The challenge says that your function should return the final dictionary. You don't need to "print" anything.

Also you only need to define the function, not call it (the validation system does that).

Kate Dougherty
Kate Dougherty
8,334 Points

That worked! Thank you, Stephen!

Ariel Waremstein
PLUS
Ariel Waremstein
Courses Plus Student 2,357 Points
Ariel Waremstein
Ariel Waremstein
Courses Plus Student 2,357 Points

I also have the same issue. function is working on my local python but not on challenge.

my version is:

def word_count(sentence):
    words = sentence.lower().split(' ')
    dict_count = {}
    for word in words:
        if word in dict_count.keys():
            dict_count[word] += 1
        else:
            dict_count[word] = 1
    return dict_count

and the local test:

dict_test = word_count("I do not like it Sam I Am")
dict_test
{'i': 2, 'do': 1, 'not': 1, 'like': 1, 'it': 1, 'sam': 1, 'am': 1}
Steven Parker
Steven Parker
231,236 Points
Steven Parker
Steven Parker
231,236 Points

Your error message contains a hint: "Bummer! Hmm, didn't get the expected output. Be sure you're lowercasing the string and splitting on all whitespace!"

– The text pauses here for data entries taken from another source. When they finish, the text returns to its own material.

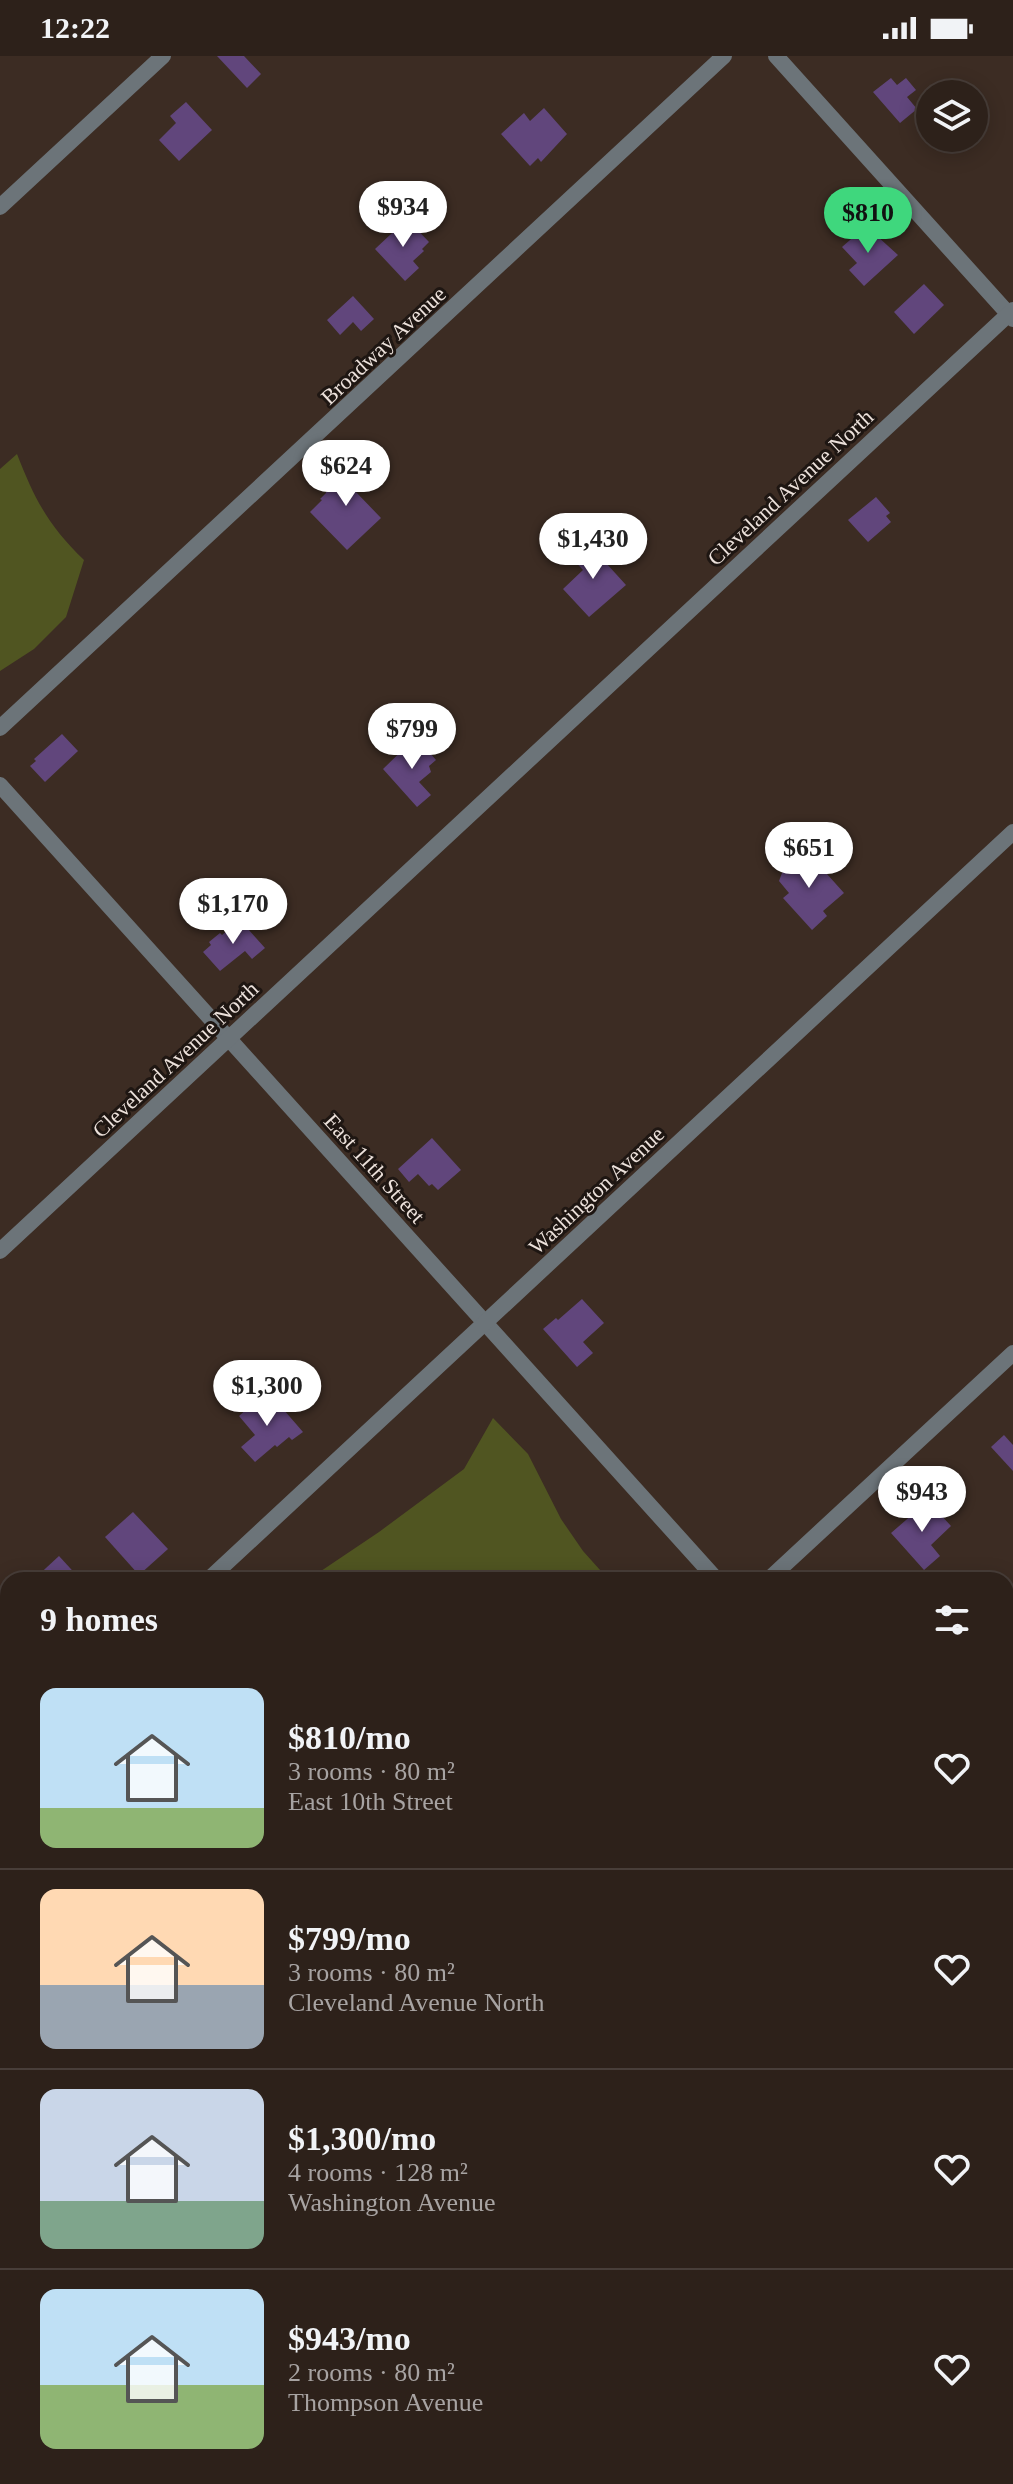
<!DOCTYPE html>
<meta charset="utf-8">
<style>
body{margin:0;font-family:Georgia,serif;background:#392e27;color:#f1f3f6;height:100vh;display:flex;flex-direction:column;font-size:30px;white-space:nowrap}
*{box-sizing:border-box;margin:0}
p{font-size:26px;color:#a7a3a2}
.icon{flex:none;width:44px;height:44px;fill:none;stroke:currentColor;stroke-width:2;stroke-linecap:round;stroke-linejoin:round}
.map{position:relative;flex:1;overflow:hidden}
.panel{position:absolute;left:0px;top:1516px;width:1014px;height:912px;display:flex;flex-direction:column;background:#2d211a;border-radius:24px 24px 0 0;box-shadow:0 4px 20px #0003,0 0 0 2px #483e39}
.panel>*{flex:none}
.fabs{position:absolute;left:916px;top:24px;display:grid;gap:16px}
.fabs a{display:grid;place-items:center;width:72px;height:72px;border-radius:50%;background:#2d211a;box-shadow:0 4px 20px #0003,0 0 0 2px #483e39;font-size:40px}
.price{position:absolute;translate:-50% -68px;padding:0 18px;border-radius:28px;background:#fff;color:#222;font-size:26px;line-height:52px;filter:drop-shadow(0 2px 4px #0008)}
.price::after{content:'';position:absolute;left:50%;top:48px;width:24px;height:18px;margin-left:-12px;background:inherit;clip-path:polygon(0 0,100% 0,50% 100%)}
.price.selected{background:#3fd77d;color:#111}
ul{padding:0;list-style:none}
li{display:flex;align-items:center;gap:24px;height:200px;padding:0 40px}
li+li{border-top:2px solid #483e39}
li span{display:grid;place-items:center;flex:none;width:224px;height:160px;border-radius:16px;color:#555}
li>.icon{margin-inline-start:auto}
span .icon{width:96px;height:96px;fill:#fffc;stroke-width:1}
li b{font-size:34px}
h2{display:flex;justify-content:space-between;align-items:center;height:96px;padding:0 40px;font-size:34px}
.status{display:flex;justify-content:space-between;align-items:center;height:56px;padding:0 40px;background:#2d211a;direction:ltr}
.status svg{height:22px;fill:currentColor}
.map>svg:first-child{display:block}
.green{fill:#505521}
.building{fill:#61467c}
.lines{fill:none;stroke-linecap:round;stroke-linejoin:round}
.street{stroke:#6c7479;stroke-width:16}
.secondary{stroke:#8d9ba2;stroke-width:16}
.labels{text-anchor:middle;stroke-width:6;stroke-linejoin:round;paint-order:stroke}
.street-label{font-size:22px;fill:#ece1db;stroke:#1e1612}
</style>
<div class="status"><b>12:22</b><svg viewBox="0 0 49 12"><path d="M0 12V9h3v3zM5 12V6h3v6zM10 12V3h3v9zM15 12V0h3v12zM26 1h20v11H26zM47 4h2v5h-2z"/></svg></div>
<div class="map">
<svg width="1013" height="2428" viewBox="0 0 1013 2428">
<rect width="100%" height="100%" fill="#3c2c23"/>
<g class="green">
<path d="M17 398C35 444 48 469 84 504L66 561 34 593 0 615V413Z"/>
<polygon points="493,1362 528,1398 561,1463 583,1495 609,1524 316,1524 321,1515 379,1476 464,1413"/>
<polygon points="8,1867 8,2278 0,2269 0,1890"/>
<polygon points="136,2420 277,2420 293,2428 143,2428"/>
<polygon points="386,2420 669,2420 673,2428 381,2428"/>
</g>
<g class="building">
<polygon points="217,0 244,0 261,18 247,32"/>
<polygon points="891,22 897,29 906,22 916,34 907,41 917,53 900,67 873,36"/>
<polygon points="186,46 212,74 179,105 159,84 176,67 170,60"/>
<polygon points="544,52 567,78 541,106 538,102 530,110 501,78 524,57 530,65"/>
<polygon points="407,163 429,186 422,193 424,195 413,205 419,212 405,225 375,193"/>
<polygon points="866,170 898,199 864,230 849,214 857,207 842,191"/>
<polygon points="924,228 944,249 914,278 894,256"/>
<polygon points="353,240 374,263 361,275 353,266 340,279 327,264"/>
<polygon points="353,406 368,422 355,435 381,462 347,494 310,456 322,444 320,443 326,437 326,432"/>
<polygon points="876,441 890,457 886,460 891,466 868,486 848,464"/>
<polygon points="586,485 626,529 589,561 563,533 583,514 570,500"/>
<polygon points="62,678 78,695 45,726 30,710 36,705 34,703"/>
<polygon points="416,681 436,704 429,710 431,716 419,726 431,739 417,751 383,713"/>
<polygon points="809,798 844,837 823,855 827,860 812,874 783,842 789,837 779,825 782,817 801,800"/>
<polygon points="240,864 265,892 252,903 245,895 220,915 203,896 211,889 209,886 220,877 222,879"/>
<polygon points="432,1082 461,1114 438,1134 432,1128 429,1130 418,1118 409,1126 398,1113"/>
<polygon points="582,1243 604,1267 583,1286 593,1297 577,1311 543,1273 556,1262 558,1264"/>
<polygon points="259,1342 269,1353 277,1346 303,1376 292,1384 289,1381 277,1391 275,1389 255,1406 241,1391 255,1379 239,1360"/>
<polygon points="1004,1379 1013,1389 1013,1415 991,1391"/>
<polygon points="928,1445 951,1470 931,1489 940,1500 924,1514 891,1477"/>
<polygon points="133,1456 168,1493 139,1519 105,1481"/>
<polygon points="59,1500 81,1524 33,1524"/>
</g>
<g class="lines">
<g class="street">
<polyline points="776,0 1013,263"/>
<polyline points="0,151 163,0"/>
<polyline points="0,672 724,0"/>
<polyline points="0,729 717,1524"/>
<polyline points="0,1195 1013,254"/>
<polyline points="208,1524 1013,776"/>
<polyline points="768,1524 1013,1297"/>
<polyline points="0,1717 8,1710"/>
<polyline points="1006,1827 1013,1820"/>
<polyline points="1006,1845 1013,1853"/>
<polyline points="1006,2348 1013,2341"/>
<polyline points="358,2428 367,2420"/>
<polyline points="920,2428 928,2420"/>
</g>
<g class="secondary">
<polyline points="0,2316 8,2325"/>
<polyline points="94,2420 101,2428"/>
</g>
</g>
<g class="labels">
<g class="street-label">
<text transform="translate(383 289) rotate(-43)" y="8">Broadway Avenue</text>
<text transform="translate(790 431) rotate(-43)" y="8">Cleveland Avenue North</text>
<text transform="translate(175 1003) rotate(-43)" y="8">Cleveland Avenue North</text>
<text transform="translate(375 1112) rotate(48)" y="8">East 11th Street</text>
<text transform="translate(596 1134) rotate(-43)" y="8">Washington Avenue</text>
</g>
</g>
</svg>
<div class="fabs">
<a><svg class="icon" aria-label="layers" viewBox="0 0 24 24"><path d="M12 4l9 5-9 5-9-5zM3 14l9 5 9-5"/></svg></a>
</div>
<b class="price" style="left:403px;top:193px">$934</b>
<b class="price selected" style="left:868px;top:199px">$810</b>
<b class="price" style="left:346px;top:452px">$624</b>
<b class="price" style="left:593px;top:525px">$1,430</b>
<b class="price" style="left:412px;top:715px">$799</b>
<b class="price" style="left:809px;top:834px">$651</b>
<b class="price" style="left:233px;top:890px">$1,170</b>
<b class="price" style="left:267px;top:1372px">$1,300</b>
<b class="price" style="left:922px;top:1478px">$943</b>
<section class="panel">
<h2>9 homes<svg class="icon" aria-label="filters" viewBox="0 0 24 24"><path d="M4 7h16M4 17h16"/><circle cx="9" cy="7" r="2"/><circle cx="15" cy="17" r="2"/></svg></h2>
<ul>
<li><span style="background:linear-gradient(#bfe0f5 75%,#8fb573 0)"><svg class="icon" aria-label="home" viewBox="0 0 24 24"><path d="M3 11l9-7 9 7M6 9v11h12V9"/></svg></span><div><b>$810/mo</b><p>3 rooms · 80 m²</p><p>East 10th Street</p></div><svg class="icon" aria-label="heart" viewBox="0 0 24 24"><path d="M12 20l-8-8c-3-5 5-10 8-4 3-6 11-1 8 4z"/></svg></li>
<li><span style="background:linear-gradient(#ffd9b3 60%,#9aa5b1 0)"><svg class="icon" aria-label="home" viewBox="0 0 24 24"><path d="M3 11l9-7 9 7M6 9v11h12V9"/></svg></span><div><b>$799/mo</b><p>3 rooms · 80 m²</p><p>Cleveland Avenue North</p></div><svg class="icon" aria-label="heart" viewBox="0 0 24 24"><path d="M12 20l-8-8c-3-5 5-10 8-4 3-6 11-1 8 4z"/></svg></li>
<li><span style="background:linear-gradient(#c9d6e8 70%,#7fa58c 0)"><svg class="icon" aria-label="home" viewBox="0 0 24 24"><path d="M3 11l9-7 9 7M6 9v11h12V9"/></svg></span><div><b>$1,300/mo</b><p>4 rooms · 128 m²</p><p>Washington Avenue</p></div><svg class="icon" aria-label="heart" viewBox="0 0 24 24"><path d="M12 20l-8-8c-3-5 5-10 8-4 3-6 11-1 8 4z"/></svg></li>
<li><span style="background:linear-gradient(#bfe0f5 60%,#8fb573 0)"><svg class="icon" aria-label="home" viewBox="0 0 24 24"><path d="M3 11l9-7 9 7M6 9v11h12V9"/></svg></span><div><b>$943/mo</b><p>2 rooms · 80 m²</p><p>Thompson Avenue</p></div><svg class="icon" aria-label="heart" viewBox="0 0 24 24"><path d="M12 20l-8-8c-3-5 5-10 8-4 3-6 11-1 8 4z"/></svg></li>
</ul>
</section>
</div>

To split on "all whitespace", the call to "split" should have no argument. Supplying a space argument causes it to split only on explicit space characters.

Ariel Waremstein
PLUS
Ariel Waremstein
Courses Plus Student 2,357 Points
Ariel Waremstein
Ariel Waremstein
Courses Plus Student 2,357 Points

Thank you Steven. It worked! However, I still do not understand why the local python accepts the split(' ')

Steven Parker
Steven Parker
231,236 Points
Steven Parker
Steven Parker
231,236 Points

You probably only tested it with the sample. The actual validation uses multiple passes with other data.